III. UN DOUTE PERSISTANT SUR L'EFFICACITÉ DES POLITIQUES DE SOUTIEN AUX ENTREPRISES DANS LES TERRITOIRES

Dans la continuité de ses premières analyses l'année dernière, votre rapporteur a poursuivi cette année son étude des politiques d'accompagnement des entreprises dans les territoires, en vue notamment de leur développement et de leur internationalisation.

Outre une réflexion dans la durée sur l'action des services déconcentrés de l'État en région en matière de développement économique face à la montée en puissance de la compétence des régions à l'égard des entreprises, il s'est spécialement intéressé cette année aux services déconcentrés de la direction générale des entreprises (DGE), c'est-à-dire le « pôle 3E » 31 ( * ) des directions régionales des entreprises, de la concurrence, de la consommation, du travail et de l'emploi (DIRRECTE), et à la réorganisation du dispositif gouvernemental en matière d'intelligence économique. Il a également observé la mise en place, avec d'importants moyens, de la nouvelle Agence France Entrepreneurs (AFE).

Dans ces domaines, au vu de ses auditions, votre rapporteur ne peut que réitérer les éléments de constat qu'il avait formulés l'année dernière :

- sérieux doute quant à l'efficacité de la pluralité des acteurs et de leur coordination dans l'accompagnement des entreprises dans les territoires ;

- difficulté à maintenir une présence de proximité des services de l'État pour les PME et les ETI et, en conséquence, interrogation sur la capacité des services déconcentrés à continuer à assumer dans les territoires, à terme, des missions de développement économique et d'accompagnement des entreprises ;

- insuffisance des actions de soutien à l'internationalisation des PME et des ETI ;

- absence persistante de lisibilité des différents dispositifs publics.

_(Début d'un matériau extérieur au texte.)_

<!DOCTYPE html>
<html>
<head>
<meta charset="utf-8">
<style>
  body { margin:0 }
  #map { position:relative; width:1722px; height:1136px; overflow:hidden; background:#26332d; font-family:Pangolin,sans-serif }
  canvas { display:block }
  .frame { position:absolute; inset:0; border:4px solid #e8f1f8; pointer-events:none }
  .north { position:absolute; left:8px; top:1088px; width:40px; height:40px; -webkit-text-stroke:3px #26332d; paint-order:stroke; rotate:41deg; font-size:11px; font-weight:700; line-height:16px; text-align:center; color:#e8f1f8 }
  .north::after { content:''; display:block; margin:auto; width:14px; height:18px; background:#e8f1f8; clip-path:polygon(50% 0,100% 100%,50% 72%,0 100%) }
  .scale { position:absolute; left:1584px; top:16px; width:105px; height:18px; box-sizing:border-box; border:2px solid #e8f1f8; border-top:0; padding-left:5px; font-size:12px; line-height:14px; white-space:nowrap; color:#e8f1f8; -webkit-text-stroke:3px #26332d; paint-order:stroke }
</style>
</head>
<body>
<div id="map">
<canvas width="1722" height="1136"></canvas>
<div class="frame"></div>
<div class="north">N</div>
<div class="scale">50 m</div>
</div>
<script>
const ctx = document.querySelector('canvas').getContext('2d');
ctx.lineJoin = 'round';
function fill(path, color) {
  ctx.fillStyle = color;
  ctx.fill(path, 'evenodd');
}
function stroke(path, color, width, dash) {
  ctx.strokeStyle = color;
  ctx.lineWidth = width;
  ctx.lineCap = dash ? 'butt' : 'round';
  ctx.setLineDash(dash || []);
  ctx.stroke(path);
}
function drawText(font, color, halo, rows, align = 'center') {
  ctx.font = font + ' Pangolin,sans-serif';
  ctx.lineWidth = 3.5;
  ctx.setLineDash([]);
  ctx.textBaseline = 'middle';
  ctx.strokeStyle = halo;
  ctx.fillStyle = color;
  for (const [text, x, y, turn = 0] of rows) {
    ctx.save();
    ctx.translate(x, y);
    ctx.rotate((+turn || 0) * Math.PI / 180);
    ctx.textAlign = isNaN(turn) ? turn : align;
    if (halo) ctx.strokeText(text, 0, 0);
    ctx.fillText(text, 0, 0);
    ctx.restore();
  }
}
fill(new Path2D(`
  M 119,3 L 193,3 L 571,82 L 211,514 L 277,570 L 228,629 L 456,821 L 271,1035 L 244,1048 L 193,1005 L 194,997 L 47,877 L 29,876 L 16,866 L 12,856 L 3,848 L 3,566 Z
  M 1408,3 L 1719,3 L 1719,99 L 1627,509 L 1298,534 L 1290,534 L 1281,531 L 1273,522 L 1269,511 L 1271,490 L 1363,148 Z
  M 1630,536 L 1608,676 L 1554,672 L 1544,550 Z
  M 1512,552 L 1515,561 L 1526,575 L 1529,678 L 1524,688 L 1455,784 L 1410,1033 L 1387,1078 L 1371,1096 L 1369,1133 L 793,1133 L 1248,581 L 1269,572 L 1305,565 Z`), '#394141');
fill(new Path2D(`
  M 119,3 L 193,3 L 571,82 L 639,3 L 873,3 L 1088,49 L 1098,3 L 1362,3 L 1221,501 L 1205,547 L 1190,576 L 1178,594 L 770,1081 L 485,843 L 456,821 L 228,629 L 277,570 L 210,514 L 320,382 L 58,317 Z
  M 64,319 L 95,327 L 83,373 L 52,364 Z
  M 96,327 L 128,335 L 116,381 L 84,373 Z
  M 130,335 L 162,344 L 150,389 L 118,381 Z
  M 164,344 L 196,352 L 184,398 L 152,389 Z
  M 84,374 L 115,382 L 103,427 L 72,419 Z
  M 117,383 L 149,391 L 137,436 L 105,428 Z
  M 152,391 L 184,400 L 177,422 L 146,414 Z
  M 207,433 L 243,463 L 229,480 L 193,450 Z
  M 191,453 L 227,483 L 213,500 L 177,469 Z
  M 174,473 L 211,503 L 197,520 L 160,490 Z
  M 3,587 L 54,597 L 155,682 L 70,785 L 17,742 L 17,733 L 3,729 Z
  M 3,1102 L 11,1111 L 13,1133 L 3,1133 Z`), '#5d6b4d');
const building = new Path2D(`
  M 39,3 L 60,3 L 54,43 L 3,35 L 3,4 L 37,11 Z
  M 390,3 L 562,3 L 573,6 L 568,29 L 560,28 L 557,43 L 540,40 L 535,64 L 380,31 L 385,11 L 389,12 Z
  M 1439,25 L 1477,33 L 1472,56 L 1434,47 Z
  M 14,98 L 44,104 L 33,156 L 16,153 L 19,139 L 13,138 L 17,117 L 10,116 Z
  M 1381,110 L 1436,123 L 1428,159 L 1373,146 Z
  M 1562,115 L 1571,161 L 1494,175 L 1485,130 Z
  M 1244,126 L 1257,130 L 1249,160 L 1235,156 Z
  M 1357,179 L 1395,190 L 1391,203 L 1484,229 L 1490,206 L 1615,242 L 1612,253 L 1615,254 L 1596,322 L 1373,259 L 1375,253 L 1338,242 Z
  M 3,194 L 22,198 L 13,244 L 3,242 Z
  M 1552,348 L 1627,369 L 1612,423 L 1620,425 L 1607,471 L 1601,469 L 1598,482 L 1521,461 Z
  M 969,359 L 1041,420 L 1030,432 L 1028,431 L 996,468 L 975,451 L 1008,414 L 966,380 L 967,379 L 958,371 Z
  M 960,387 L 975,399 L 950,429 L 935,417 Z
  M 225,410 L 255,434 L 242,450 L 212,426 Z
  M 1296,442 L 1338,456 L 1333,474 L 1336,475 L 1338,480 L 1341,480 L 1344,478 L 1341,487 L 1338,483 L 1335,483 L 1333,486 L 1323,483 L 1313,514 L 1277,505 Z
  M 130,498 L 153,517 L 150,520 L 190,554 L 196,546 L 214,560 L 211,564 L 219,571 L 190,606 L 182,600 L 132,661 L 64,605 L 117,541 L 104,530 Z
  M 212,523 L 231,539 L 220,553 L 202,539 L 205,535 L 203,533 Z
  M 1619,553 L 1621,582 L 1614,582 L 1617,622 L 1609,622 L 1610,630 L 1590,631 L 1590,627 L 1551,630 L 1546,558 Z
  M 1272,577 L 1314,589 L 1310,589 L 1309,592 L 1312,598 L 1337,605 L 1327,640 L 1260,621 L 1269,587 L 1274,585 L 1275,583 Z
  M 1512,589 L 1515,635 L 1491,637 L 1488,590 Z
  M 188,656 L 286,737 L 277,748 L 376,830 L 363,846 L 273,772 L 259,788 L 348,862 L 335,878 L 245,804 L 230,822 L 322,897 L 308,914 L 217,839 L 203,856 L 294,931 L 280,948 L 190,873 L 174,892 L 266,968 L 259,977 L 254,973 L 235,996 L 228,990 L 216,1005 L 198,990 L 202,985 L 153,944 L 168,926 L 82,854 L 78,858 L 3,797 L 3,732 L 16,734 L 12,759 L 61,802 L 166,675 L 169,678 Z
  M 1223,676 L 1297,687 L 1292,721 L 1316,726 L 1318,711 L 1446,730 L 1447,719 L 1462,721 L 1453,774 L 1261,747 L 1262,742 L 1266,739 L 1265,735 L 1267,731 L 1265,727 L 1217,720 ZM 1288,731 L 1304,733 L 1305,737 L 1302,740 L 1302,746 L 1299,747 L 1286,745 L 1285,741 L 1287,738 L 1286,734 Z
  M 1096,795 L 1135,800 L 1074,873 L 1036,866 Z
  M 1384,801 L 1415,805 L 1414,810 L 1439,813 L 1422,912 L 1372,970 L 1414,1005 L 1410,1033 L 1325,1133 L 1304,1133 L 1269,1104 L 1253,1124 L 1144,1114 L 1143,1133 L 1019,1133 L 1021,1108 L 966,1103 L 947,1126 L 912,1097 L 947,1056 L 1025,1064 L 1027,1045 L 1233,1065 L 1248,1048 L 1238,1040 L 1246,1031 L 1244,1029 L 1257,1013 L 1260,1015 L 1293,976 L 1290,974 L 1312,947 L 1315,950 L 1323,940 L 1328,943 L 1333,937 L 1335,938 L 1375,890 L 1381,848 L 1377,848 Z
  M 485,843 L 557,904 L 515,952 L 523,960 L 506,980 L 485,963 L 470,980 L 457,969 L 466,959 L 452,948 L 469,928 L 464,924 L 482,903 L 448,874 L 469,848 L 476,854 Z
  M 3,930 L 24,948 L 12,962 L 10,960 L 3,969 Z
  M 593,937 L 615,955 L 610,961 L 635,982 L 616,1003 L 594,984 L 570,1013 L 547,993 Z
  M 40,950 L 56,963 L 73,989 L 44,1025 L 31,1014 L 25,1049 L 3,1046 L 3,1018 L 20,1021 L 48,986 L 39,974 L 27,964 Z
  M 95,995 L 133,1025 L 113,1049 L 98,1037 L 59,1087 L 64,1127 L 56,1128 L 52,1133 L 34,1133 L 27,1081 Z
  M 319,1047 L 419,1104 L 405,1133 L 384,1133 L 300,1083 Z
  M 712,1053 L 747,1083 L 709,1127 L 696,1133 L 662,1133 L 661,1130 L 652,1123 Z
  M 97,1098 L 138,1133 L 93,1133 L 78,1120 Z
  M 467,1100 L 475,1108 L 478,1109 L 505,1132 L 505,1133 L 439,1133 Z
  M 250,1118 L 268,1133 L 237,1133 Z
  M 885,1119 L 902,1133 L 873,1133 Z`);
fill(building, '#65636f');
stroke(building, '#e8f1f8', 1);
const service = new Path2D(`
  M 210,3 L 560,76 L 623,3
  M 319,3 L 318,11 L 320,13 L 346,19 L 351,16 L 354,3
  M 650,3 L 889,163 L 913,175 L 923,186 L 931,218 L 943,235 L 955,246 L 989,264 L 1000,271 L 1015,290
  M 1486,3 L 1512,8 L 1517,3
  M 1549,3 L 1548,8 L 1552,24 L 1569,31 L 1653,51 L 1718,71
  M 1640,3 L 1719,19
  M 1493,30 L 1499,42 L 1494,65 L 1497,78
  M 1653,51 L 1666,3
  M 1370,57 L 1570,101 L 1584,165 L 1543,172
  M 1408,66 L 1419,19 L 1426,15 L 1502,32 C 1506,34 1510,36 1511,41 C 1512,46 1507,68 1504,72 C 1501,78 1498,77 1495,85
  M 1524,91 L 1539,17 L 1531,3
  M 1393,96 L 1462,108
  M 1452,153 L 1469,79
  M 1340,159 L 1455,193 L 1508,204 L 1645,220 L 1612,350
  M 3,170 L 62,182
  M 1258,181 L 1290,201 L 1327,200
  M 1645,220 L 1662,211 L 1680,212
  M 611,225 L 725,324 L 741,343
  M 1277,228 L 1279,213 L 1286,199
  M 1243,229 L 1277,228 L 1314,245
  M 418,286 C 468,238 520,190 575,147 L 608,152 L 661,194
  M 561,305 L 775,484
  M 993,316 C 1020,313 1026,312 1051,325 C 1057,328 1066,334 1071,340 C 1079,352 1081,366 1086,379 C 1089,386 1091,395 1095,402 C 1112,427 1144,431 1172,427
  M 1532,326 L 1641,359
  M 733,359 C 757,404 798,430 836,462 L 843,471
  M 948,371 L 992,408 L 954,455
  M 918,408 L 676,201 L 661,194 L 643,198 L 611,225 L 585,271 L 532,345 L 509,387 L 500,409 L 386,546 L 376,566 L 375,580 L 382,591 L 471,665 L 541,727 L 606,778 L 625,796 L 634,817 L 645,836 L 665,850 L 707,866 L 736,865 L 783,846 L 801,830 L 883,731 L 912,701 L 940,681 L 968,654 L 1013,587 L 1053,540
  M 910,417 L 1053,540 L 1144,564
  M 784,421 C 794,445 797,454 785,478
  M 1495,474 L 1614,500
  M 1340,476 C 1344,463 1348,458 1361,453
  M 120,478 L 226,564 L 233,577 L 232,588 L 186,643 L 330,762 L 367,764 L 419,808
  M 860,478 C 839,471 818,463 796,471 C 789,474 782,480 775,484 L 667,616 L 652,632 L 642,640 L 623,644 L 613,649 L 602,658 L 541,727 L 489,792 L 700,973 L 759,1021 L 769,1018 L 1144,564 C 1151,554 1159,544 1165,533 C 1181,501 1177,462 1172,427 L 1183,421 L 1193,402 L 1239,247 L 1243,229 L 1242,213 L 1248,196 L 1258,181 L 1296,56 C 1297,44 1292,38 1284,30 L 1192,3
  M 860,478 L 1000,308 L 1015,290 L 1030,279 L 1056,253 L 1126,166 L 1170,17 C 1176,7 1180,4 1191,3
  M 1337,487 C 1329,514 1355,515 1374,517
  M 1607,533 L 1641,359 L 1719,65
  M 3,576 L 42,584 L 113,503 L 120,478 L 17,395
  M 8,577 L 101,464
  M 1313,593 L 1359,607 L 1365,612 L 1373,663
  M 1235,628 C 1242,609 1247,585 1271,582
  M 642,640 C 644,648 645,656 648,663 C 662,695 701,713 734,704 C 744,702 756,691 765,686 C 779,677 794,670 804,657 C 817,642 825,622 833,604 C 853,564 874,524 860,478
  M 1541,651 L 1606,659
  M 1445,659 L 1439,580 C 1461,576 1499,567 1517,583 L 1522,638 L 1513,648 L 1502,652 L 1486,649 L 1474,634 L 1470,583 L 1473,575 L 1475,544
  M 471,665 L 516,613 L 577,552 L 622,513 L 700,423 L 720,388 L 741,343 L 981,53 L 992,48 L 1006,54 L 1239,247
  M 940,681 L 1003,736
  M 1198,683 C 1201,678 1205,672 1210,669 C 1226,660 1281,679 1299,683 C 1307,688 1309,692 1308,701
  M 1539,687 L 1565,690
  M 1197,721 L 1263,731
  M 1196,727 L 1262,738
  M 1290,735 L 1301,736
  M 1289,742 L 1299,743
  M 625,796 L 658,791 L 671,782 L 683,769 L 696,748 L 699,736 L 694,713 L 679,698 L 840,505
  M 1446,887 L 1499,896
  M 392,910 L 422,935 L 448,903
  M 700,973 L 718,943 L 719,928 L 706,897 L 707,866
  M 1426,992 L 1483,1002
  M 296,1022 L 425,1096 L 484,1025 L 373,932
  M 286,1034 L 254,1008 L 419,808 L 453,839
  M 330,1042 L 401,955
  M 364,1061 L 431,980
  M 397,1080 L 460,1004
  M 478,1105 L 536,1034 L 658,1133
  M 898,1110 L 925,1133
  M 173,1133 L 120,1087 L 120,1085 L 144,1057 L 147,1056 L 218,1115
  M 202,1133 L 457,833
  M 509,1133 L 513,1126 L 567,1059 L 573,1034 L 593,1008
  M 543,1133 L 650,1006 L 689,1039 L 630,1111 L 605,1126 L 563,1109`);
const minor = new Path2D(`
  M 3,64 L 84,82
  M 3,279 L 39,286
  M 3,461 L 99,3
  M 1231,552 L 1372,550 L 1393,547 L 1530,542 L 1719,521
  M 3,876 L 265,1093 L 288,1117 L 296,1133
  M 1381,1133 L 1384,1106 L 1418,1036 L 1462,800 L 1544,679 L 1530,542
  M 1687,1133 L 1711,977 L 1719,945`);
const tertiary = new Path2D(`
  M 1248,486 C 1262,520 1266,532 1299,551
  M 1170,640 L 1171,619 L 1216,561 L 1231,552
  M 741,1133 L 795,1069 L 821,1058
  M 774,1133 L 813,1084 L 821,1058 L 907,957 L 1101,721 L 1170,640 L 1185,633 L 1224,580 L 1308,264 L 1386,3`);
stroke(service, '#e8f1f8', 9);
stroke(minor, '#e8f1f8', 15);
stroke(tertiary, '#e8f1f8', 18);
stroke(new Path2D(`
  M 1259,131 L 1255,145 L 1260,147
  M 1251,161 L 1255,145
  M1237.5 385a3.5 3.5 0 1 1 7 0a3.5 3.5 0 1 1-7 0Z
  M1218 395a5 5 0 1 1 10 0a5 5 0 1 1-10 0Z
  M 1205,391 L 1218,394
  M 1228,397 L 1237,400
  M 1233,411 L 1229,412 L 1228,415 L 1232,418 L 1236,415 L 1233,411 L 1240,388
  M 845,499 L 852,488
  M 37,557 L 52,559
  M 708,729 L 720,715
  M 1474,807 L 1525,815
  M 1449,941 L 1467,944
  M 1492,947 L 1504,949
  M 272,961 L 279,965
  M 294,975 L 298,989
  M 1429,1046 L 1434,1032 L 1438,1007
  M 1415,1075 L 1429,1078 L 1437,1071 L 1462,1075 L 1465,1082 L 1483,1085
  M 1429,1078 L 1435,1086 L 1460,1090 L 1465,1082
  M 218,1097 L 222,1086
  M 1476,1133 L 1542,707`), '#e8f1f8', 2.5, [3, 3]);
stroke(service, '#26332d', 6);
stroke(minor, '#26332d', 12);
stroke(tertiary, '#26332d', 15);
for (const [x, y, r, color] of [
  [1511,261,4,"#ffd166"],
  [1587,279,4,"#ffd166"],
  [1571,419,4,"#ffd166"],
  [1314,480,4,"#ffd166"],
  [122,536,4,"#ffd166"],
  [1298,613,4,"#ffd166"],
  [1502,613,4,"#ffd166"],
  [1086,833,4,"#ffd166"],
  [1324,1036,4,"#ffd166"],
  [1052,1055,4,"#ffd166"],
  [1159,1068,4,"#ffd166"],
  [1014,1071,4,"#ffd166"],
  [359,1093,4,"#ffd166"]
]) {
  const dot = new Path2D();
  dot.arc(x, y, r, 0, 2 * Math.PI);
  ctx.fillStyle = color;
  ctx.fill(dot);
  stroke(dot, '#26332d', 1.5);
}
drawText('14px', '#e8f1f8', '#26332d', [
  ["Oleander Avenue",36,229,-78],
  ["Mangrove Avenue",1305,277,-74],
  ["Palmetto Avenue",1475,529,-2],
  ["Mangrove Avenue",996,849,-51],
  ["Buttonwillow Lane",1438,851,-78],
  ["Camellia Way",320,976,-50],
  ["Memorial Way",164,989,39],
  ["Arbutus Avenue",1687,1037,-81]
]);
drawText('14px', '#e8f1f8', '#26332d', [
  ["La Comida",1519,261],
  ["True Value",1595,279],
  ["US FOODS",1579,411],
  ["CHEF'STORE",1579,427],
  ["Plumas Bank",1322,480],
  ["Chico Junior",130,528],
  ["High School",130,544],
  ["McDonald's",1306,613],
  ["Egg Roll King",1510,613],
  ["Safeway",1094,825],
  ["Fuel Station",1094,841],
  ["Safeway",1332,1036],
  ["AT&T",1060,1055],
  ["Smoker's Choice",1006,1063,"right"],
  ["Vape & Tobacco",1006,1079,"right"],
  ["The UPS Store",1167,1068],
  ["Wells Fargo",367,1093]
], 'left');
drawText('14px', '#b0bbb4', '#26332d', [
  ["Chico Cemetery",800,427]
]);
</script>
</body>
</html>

Il convient d'ajouter que beaucoup d'énergie a été dépensée dans la période récente sur les questions de réorganisation administrative - après celle dépensée pour la réforme de l'administration territoriale de l'État (RéATE) -, du fait de la nouvelle carte des régions, tant dans les DIRECCTE que dans les services régionaux, au détriment des actions de développement économique et d'accompagnement des entreprises. Selon le directeur général des entreprises, entendu par votre rapporteur, la nouvelle organisation des DIRECCTE a été opérationnelle à l'été 2016, grâce à une correcte anticipation en 2015.

Enfin, comme les DIRRECTE ne gèrent plus de crédits d'intervention en région, votre rapporteur s'interroge sur la consistance de la plus-value, pour les entreprises, de l'action des services déconcentrés de l'État. Les régions sont aujourd'hui de facto les principaux soutiens financiers des entreprises et doivent clairement assumer cette responsabilité, dans le cadre des schémas régionaux de développement économique, d'innovation et d'internationalisation (SRDEII), instaurés par la loi n° 2015-991 du 7 août 2015 portant nouvelle organisation territoriale de la République. Ces schémas sont à ce jour en cours d'élaboration.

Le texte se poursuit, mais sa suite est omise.